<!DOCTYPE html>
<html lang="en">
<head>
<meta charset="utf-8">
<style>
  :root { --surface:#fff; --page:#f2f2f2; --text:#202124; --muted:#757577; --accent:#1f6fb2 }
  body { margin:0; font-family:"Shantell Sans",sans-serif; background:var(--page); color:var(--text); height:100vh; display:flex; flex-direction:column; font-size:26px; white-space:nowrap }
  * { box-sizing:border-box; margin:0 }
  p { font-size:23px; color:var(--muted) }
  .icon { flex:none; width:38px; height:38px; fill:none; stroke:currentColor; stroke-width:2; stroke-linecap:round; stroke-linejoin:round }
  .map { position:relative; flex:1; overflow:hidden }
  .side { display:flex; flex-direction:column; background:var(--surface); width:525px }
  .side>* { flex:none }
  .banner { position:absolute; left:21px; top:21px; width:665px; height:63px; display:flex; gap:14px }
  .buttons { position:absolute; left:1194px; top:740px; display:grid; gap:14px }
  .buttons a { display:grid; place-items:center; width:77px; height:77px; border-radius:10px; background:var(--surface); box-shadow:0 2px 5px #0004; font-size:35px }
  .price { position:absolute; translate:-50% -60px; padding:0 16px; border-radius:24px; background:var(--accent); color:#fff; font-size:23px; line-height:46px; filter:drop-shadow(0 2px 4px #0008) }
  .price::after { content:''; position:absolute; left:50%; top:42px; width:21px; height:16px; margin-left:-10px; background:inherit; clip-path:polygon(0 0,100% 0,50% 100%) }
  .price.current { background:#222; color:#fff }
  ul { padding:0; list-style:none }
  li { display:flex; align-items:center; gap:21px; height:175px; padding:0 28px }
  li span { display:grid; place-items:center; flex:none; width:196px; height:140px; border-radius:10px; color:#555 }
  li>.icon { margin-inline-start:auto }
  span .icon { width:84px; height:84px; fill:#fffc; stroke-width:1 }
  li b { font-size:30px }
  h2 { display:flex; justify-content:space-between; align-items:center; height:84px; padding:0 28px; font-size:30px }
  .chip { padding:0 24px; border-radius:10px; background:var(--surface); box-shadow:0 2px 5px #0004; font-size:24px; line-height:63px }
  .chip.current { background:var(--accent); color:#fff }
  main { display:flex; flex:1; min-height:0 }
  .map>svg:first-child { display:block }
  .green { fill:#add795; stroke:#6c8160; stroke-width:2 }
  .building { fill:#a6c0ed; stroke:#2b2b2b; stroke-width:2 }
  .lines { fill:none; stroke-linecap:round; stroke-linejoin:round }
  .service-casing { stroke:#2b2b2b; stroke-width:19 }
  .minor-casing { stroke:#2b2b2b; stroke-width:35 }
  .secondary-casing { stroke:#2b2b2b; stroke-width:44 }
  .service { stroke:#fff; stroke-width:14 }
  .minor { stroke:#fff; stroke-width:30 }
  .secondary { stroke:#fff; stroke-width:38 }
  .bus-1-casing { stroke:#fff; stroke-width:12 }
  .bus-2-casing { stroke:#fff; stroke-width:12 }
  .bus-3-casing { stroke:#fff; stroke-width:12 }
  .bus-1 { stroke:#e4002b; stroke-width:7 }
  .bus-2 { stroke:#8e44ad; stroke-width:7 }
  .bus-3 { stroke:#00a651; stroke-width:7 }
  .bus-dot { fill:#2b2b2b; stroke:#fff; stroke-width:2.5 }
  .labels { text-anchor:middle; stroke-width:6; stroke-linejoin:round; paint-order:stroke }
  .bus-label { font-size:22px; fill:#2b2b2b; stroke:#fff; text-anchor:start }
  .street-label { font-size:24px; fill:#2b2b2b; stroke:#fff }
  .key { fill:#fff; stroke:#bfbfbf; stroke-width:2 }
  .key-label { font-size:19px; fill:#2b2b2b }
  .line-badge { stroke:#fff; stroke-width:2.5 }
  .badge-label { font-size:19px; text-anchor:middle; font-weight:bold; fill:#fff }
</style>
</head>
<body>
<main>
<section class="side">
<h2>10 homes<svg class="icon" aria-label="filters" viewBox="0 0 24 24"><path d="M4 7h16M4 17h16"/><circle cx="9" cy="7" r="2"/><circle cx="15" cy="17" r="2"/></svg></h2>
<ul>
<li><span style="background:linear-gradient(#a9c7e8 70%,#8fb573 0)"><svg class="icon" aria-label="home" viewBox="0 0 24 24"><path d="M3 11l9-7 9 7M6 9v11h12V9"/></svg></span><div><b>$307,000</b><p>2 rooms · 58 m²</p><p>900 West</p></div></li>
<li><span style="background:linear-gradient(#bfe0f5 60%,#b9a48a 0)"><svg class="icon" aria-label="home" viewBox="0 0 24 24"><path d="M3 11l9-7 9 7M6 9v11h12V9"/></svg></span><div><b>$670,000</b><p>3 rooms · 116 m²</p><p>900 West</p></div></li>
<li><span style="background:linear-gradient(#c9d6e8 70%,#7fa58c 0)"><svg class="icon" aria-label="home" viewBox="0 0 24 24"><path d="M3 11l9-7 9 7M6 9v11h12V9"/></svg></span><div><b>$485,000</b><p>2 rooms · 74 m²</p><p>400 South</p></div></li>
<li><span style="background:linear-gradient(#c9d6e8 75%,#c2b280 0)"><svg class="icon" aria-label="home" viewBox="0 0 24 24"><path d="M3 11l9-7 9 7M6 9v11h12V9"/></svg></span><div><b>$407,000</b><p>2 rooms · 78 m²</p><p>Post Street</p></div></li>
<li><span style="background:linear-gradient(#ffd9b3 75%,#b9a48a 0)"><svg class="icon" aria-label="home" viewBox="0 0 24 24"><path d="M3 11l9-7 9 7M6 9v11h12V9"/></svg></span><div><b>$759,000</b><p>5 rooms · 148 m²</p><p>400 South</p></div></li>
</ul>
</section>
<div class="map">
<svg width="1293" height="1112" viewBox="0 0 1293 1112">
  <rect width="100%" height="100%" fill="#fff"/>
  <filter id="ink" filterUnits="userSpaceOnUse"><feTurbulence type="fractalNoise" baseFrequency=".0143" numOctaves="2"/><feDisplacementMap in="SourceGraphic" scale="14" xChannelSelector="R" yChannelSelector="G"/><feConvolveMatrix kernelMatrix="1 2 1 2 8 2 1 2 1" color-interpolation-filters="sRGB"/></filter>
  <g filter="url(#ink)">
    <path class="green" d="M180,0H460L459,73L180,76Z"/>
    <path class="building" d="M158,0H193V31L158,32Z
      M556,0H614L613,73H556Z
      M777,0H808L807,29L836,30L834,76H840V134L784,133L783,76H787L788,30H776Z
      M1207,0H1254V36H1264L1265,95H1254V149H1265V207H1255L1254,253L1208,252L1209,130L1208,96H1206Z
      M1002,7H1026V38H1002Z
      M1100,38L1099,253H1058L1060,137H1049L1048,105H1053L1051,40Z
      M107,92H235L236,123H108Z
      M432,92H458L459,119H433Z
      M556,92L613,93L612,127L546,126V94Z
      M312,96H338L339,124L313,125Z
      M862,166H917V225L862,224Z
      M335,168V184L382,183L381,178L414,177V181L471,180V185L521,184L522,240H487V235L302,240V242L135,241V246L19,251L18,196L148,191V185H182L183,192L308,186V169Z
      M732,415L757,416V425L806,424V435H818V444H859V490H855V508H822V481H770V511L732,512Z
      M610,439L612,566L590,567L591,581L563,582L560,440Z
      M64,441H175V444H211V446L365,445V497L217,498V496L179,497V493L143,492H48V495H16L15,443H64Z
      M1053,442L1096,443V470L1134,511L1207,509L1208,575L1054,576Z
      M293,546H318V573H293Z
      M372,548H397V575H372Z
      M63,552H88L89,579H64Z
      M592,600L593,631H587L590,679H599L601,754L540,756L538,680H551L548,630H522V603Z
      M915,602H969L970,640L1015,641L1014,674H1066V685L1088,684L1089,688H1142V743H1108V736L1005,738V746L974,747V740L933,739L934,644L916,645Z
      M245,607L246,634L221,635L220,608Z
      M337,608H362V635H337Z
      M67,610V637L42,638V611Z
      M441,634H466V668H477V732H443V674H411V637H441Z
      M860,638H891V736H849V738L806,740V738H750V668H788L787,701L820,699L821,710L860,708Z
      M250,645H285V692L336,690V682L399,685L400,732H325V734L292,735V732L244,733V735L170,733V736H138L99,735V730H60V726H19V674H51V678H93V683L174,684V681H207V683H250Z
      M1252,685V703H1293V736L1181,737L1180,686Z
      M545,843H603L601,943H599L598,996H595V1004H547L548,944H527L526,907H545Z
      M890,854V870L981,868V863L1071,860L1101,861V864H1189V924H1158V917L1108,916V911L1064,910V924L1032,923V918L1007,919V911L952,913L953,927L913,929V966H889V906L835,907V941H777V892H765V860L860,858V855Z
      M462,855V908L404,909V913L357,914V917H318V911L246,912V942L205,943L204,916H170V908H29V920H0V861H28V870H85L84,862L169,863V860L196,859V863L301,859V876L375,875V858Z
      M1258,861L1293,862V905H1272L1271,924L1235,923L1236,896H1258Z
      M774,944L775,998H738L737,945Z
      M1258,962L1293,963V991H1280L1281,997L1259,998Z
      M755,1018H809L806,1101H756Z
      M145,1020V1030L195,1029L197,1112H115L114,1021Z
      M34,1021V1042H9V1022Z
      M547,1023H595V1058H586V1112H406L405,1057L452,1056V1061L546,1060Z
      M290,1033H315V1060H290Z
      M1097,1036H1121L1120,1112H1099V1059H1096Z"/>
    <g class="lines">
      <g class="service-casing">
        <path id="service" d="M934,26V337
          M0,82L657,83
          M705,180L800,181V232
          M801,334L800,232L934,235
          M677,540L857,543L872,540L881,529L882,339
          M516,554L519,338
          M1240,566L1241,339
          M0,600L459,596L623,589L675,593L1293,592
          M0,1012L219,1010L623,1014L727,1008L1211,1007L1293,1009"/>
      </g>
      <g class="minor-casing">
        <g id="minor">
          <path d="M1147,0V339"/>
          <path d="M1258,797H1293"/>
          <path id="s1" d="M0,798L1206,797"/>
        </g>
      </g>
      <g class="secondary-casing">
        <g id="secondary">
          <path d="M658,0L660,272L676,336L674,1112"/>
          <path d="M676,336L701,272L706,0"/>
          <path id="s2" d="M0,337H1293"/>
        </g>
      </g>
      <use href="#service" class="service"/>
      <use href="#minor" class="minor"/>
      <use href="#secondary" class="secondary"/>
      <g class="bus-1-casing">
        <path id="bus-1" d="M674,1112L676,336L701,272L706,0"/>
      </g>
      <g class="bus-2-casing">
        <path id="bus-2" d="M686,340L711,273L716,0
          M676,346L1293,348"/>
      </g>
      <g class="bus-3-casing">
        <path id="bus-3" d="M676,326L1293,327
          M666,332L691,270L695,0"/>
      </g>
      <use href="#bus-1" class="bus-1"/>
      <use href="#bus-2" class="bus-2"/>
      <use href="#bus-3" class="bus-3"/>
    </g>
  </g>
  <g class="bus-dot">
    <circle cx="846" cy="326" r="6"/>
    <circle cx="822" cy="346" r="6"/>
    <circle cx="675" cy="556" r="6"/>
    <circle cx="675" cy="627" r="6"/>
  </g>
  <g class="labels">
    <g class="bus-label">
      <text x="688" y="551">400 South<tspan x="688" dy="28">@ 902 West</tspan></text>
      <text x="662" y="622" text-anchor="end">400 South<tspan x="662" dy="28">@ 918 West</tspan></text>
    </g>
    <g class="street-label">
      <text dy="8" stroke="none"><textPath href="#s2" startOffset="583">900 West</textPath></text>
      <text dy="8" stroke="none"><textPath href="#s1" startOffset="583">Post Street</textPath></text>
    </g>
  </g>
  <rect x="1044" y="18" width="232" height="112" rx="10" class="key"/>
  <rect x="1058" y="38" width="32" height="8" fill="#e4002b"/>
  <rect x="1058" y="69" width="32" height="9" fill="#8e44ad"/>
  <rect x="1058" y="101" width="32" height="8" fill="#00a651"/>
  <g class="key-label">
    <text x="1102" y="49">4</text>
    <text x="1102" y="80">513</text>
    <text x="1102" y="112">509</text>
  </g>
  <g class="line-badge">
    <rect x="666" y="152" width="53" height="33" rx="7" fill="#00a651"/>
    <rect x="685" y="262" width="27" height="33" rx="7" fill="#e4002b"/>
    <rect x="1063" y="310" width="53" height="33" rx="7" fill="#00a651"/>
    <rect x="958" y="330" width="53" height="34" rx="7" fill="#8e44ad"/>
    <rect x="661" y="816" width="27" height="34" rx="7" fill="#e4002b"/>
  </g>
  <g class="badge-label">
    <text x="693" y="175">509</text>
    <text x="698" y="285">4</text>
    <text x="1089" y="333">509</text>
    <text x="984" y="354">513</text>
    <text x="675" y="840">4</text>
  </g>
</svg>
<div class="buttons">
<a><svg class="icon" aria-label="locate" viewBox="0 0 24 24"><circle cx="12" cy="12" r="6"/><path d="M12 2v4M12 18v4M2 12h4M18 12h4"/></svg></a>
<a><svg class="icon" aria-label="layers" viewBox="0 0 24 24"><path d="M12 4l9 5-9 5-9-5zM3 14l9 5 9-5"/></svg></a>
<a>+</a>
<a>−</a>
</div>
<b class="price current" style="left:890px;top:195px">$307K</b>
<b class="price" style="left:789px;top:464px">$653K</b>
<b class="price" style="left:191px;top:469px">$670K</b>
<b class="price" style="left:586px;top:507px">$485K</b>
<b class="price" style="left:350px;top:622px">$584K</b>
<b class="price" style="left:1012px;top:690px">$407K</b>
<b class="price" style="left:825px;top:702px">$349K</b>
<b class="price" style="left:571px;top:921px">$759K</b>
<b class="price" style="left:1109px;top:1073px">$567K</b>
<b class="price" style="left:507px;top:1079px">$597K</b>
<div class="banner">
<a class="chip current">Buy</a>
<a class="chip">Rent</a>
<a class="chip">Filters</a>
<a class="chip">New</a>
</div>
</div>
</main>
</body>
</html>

...

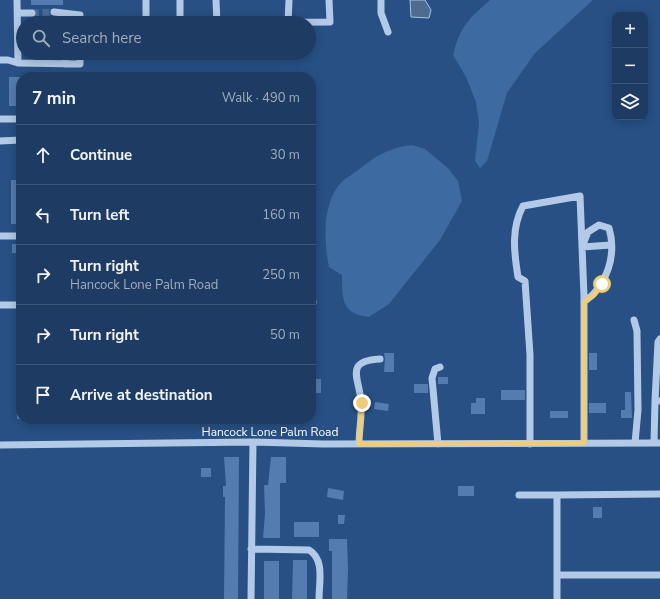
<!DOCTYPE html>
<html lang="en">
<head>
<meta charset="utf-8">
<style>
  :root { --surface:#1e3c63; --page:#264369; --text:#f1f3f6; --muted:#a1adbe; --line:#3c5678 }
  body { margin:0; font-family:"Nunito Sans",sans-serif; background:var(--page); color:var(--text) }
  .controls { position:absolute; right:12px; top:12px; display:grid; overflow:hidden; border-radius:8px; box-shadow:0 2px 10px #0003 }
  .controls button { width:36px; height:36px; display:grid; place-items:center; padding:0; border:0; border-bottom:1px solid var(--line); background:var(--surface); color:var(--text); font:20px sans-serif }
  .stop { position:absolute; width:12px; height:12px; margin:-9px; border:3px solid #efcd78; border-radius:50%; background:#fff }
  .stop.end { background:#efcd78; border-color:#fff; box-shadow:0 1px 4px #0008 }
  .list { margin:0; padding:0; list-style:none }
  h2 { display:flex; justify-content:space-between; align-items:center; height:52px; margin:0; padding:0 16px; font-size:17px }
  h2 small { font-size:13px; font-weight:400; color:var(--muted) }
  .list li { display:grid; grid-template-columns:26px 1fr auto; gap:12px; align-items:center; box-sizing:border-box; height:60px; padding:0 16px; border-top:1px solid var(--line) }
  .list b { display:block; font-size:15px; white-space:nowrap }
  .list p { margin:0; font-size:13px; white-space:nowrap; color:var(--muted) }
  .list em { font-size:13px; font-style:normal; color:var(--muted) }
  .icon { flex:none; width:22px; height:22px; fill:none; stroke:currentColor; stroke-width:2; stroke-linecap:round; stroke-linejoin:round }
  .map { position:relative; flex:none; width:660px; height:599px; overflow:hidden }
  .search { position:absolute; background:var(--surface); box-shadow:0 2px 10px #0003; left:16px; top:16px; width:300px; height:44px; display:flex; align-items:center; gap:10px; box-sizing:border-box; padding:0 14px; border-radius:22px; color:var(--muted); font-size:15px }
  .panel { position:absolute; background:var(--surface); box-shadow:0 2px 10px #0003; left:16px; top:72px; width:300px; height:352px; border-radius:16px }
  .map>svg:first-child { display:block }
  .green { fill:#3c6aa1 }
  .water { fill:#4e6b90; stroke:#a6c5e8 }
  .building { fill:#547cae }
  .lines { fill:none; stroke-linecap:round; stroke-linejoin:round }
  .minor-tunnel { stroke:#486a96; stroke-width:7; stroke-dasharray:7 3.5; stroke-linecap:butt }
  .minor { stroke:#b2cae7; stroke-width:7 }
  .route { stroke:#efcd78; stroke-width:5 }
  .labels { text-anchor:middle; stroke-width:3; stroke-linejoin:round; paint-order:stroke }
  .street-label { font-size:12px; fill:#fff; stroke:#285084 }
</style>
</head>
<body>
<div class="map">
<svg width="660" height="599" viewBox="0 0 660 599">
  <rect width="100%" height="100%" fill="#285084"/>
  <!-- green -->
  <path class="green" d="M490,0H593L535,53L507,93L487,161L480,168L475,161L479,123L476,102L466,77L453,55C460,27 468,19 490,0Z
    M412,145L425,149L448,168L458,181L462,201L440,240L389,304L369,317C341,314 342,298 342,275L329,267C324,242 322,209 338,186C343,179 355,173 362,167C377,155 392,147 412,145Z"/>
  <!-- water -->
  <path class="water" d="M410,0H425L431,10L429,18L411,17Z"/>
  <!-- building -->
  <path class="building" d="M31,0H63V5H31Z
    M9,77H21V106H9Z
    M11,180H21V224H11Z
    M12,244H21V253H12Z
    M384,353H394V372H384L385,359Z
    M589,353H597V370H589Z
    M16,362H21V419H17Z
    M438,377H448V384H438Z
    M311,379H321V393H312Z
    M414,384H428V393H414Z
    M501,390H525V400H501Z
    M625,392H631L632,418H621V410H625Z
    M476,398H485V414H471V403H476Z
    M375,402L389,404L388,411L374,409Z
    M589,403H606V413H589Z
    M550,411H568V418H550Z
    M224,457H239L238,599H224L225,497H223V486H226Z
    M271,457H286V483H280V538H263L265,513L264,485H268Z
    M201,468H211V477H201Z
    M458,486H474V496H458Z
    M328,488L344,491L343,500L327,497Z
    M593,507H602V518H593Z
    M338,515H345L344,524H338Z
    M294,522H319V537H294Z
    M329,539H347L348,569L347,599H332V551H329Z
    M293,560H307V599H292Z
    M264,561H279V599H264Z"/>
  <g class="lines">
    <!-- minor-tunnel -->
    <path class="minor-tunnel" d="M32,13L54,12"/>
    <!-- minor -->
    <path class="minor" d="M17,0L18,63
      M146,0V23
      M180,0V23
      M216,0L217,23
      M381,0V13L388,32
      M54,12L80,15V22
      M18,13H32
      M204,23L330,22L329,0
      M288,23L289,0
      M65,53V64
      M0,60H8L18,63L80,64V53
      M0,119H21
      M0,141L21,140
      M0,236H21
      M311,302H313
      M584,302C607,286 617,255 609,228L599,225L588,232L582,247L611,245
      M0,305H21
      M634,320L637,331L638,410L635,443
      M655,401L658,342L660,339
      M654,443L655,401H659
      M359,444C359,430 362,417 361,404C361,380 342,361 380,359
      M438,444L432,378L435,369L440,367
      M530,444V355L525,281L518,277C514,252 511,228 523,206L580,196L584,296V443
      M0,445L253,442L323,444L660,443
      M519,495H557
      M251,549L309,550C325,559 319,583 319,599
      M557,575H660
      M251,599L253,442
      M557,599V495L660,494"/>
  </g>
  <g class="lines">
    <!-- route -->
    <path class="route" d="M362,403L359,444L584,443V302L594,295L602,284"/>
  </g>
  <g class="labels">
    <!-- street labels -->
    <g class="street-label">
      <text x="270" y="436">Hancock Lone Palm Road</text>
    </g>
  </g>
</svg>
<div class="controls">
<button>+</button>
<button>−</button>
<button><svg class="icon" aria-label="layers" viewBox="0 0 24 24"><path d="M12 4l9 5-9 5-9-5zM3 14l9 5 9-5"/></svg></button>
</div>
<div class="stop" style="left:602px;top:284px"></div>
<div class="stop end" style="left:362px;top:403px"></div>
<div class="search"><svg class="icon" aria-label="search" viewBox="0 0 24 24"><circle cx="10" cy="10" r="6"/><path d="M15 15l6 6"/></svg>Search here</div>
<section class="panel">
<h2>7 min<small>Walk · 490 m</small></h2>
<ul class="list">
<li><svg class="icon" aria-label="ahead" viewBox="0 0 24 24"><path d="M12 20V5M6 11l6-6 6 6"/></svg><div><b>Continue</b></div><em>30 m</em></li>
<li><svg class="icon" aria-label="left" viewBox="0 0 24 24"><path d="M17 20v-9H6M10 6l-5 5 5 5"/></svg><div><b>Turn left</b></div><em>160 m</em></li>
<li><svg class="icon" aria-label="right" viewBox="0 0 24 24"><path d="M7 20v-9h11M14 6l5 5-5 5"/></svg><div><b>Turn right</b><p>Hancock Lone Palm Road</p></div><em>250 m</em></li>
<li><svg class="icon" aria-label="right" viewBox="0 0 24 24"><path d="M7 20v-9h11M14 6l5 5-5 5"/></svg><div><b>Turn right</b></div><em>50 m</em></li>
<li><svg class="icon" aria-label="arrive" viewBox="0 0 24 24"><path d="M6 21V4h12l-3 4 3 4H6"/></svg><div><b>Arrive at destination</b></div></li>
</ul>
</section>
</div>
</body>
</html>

Exercise prompt
What lines above contain the word "side"? Please copy each one.

Answer to this exercise
  .side { display:flex; flex-direction:column; background:var(--surface); width:525px }
  .side>* { flex:none }
<section class="side">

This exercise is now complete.